How to Get Better Build Plate Adhesion
When 3D printer filament won't stick to bed or stick poorly, it can be caused by dirty build plate, not well leveled hotbed, inappropriate Z offset, inherent cons of materials or build plates, or sometimes the special structure of the object you're going to print.
1 - Clean the build plate
Hence when poor build plate adhesion happens, check if the build plate has filament residues or excessive glues on its surface. If so, do clean the build plate first. For stiff surface like a glass bed, you can use a spatula (usually come with the printer) to shovel filament residues off and wipe the surface clean with a soft cloth; for too sticky residues or on soft surfaces like PEI sheets, you can apply some isoproply alcohol on and soak the residues soft to remove them.
2 - Re-level the printer bed
Incorrect bed leveling is another common cause of poor build plate adhesion. You can do bed leveling test printing first and then decide whether to re-leveling your printer bed.
Bed leveling test print: https://www.thingiverse.com/thing:2187071
For how to level your 3D printer bed, you can visit: https://all3dp.com/2/3d-printer-bed-leveling-step-by-step-tutorial/
3 - Adjust Z-offset value
Z-offset value is a crucial factor in FDM 3D printing. It depicts the distance from the nozzle to the home position of the Z-axis. If Z-offset value is wrong, the nozzle can be too far or close to the build plate, hence poor bed adhesion happens.

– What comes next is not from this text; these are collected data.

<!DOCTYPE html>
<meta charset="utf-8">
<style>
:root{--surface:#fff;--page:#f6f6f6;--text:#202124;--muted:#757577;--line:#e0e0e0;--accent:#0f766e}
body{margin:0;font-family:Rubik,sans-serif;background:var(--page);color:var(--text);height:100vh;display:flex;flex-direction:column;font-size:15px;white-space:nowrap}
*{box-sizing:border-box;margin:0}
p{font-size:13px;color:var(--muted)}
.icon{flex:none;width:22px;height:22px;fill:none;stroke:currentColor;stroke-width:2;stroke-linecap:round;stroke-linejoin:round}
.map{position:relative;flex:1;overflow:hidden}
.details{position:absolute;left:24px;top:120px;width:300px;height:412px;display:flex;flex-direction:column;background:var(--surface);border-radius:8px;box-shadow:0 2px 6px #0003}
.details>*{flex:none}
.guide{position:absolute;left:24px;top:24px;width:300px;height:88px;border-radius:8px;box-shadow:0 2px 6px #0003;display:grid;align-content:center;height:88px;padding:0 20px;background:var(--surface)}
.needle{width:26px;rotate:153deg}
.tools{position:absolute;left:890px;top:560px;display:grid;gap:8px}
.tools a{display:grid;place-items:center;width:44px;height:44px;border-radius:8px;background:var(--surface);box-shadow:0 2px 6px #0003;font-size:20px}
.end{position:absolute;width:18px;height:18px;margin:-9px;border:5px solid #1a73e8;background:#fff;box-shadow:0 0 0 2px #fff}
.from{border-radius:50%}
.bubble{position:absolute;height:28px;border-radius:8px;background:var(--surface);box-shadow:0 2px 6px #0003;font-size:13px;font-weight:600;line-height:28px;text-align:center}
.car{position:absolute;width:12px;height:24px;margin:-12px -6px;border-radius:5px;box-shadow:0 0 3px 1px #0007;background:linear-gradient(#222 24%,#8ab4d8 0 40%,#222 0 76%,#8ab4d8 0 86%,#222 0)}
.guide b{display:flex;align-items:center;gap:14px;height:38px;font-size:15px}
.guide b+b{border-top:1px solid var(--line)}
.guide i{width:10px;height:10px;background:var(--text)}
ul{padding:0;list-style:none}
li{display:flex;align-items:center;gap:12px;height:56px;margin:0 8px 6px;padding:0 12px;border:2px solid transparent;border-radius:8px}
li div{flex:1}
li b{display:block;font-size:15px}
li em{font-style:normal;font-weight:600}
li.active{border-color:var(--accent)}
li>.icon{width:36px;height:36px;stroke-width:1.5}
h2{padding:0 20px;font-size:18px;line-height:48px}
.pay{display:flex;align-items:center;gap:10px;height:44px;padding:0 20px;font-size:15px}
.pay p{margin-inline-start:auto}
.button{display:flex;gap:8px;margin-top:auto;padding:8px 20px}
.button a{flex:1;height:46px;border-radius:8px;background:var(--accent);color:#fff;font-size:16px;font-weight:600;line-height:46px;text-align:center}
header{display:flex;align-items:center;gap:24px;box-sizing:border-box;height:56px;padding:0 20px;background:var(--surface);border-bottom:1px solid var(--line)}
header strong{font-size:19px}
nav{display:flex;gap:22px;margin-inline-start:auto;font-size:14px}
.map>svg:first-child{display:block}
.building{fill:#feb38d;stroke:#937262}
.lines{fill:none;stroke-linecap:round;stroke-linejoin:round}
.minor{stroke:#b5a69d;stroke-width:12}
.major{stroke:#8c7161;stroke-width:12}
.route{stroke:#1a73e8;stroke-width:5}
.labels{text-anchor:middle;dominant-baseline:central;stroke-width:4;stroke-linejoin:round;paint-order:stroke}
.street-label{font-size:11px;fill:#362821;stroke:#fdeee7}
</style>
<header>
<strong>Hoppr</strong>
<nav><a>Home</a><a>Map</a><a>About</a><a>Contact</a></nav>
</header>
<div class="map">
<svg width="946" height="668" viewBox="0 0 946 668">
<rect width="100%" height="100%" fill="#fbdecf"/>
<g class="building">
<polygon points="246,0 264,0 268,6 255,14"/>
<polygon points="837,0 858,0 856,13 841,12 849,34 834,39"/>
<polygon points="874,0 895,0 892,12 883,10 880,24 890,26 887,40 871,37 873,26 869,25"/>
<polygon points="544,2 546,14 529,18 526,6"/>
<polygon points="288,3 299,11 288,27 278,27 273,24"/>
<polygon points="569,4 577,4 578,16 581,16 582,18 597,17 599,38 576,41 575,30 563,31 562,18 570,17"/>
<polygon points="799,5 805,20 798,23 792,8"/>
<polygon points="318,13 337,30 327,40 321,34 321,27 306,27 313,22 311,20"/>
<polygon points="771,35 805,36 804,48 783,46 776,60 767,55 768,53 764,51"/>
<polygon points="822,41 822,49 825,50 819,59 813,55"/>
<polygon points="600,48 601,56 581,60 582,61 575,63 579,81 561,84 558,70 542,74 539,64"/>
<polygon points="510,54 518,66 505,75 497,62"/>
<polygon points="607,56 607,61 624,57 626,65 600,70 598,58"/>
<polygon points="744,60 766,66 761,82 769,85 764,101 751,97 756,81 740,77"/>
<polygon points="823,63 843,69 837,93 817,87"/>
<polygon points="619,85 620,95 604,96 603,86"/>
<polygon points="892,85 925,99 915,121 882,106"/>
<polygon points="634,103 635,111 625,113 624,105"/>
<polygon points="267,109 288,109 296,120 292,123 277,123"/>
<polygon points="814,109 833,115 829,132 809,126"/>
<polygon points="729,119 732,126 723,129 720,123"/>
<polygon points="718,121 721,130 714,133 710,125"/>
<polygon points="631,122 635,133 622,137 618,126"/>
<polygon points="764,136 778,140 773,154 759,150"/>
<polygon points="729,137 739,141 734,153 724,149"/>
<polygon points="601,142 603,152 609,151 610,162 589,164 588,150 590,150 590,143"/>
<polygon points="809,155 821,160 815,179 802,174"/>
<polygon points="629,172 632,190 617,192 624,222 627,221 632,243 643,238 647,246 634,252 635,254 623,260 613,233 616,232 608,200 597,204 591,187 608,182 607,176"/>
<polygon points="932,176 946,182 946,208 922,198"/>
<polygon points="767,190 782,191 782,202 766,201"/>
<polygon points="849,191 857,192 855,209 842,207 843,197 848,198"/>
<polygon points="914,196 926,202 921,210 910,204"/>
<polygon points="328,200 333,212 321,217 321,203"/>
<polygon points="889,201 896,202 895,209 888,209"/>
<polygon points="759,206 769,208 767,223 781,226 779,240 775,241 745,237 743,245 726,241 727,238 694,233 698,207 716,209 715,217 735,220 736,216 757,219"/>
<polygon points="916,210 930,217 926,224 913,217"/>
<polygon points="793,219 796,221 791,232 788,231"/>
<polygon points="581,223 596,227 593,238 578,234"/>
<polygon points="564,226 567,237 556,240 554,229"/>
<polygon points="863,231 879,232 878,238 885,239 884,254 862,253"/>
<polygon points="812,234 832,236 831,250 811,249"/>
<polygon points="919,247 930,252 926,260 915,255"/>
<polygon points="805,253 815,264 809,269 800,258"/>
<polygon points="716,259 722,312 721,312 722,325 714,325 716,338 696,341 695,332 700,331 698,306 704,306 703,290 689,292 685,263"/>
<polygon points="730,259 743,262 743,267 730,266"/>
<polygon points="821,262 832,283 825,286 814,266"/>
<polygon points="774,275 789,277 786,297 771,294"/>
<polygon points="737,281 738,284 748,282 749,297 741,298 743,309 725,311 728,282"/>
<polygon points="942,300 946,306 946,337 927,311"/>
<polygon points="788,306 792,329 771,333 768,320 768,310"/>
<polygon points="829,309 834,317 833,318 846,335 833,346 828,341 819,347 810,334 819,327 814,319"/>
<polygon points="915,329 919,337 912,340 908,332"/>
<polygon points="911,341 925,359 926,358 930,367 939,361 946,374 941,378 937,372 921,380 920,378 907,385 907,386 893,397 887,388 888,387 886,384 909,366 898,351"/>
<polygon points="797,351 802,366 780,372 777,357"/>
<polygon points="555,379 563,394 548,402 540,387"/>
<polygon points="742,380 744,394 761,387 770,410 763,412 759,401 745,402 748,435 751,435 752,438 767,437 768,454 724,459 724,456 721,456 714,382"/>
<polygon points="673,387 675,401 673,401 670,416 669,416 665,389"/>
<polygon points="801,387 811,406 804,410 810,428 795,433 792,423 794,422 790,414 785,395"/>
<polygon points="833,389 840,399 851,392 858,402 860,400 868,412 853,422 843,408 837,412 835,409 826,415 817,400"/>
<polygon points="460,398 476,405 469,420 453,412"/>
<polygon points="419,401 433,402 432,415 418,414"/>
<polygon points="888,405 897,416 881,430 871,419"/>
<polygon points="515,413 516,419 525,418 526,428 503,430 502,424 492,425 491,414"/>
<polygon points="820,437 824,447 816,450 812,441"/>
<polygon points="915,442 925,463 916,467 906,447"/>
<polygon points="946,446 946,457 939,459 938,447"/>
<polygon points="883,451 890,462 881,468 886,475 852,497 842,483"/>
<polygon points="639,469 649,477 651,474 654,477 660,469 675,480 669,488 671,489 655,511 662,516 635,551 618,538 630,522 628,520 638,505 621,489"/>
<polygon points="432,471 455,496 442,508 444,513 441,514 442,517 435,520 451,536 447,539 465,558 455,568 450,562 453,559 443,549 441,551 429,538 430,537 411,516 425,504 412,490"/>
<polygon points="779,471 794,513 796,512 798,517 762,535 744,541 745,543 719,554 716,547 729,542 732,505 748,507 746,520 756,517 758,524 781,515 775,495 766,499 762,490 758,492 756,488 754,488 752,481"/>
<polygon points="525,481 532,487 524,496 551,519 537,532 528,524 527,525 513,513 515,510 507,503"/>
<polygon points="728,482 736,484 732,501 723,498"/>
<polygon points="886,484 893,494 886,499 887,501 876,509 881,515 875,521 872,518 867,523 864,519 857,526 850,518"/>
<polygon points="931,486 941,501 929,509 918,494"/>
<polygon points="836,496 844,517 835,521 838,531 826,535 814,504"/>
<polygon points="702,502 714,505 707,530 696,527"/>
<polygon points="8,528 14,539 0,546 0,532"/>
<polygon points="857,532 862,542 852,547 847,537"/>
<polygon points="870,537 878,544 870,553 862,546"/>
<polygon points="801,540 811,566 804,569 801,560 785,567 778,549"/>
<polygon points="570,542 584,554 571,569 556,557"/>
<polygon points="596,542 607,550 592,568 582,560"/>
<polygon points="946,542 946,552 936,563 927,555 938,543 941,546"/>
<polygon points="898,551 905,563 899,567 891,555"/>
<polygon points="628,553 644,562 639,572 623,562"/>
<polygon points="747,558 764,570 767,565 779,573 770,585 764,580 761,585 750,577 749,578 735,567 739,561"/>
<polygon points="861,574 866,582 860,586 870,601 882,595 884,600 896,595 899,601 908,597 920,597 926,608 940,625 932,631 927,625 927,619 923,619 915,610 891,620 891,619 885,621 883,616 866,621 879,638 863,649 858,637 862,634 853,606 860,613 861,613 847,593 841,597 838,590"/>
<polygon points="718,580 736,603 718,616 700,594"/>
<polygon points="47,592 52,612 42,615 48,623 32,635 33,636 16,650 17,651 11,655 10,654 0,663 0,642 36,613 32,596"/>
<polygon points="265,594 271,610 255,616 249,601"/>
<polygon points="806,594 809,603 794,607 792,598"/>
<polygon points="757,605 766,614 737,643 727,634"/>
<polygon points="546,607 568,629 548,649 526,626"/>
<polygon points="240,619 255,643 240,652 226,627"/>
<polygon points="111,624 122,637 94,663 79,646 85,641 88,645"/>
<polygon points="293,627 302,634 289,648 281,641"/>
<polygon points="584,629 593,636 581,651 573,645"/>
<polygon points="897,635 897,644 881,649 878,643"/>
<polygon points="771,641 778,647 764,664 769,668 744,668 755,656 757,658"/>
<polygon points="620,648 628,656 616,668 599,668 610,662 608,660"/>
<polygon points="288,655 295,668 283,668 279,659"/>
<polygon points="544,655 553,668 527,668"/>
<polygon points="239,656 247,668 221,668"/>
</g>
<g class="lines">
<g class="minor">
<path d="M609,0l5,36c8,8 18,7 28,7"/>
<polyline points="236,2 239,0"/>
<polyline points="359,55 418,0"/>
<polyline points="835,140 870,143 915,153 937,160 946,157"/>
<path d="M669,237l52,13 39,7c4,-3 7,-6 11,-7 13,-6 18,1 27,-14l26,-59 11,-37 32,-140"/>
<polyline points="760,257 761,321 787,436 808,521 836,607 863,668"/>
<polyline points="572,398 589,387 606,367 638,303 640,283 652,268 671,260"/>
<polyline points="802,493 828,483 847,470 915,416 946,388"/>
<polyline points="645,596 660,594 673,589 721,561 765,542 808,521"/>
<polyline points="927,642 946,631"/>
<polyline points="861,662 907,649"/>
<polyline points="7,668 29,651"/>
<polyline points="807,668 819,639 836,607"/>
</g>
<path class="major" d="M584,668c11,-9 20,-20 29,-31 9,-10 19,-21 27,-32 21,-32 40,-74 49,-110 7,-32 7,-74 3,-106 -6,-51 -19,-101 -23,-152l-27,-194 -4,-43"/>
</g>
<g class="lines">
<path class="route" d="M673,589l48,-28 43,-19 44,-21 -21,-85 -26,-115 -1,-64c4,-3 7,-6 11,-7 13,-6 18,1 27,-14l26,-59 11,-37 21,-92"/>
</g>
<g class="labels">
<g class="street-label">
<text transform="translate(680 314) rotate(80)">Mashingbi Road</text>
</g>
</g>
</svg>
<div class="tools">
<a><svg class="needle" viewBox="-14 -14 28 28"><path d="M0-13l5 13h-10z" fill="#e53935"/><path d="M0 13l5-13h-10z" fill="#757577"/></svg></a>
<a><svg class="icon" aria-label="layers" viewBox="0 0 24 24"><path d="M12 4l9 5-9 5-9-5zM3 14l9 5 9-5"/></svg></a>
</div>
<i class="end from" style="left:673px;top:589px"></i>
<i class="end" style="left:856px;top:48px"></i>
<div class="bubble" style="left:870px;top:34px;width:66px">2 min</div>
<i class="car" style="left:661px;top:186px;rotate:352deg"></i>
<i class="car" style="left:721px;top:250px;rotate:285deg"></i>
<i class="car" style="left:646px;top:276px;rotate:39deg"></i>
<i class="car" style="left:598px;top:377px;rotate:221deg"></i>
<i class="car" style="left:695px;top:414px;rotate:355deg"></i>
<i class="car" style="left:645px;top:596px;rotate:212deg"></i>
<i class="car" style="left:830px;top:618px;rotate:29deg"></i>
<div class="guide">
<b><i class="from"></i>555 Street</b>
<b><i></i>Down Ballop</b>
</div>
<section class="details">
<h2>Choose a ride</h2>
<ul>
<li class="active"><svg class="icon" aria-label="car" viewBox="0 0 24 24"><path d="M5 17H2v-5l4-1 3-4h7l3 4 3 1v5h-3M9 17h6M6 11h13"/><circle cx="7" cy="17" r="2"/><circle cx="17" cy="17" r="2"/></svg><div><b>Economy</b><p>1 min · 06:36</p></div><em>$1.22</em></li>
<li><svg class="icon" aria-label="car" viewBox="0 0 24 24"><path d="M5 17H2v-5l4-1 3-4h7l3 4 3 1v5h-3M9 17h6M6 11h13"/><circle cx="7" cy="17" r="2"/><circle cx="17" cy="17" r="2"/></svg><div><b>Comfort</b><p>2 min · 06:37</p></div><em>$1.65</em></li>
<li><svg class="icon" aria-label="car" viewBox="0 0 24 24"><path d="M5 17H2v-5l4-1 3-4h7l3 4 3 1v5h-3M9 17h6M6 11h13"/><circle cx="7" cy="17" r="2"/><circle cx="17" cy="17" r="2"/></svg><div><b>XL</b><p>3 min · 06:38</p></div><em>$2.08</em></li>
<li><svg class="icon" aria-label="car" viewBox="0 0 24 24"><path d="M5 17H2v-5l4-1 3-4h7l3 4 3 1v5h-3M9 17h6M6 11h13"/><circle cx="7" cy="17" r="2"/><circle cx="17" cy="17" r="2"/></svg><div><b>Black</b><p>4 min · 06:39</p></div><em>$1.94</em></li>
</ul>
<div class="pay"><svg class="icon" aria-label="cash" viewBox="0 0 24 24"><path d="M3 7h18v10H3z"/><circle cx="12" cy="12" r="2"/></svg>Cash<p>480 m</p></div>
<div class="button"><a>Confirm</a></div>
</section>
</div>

To find correct Z-offset for your 3D printer needs repeatedly try higher or lower values and consumes a lot of effort. But it's worthy for excellent outcome of your prints.
4 - Use solid glues or tapes
For a smooth surface like a glass bed, the inherent nature provides it a relatively poor adhesion. At this circumstance, some solid glue or tape onto the build plate can be a good solution.
5 - Set brim or raft while slicing
Some objects have low adhesion to the build plate because of their bottom layer have less contact with the bed. And slicer default setting can be skirt, but skirt doesn't help in bed adhesion. For these objects, we can alter to brim or raft to assist with better bed adhesion.
6 - Adjust bed temperature
Incorrect bed temperature affects bottom layer adhesion too. Too high bed temperature leads to sticky bottom layer to the surface while too low bed temperature results in warping. You can do test print and try rise bed temperature by 5 degrees Celsius per time until you find the most appropriate bed temp for your print.
7 - Alter first layer printing speed
The first (initial) layer printing speed affects bed adhesion too. Try alter the setting by slowly raise or drop the value when previous steps do not solve your problem.
8 - Replace the build plate
The last thing to improve build plate adhesion is when we find flaws (uneven surface, residues unable to remove or deep scratches) on the build plate itself, just replace the old one with a new build plate.
Some build plates just don't fit for some filament types, then you can replace it with a new build plate which fits the material better.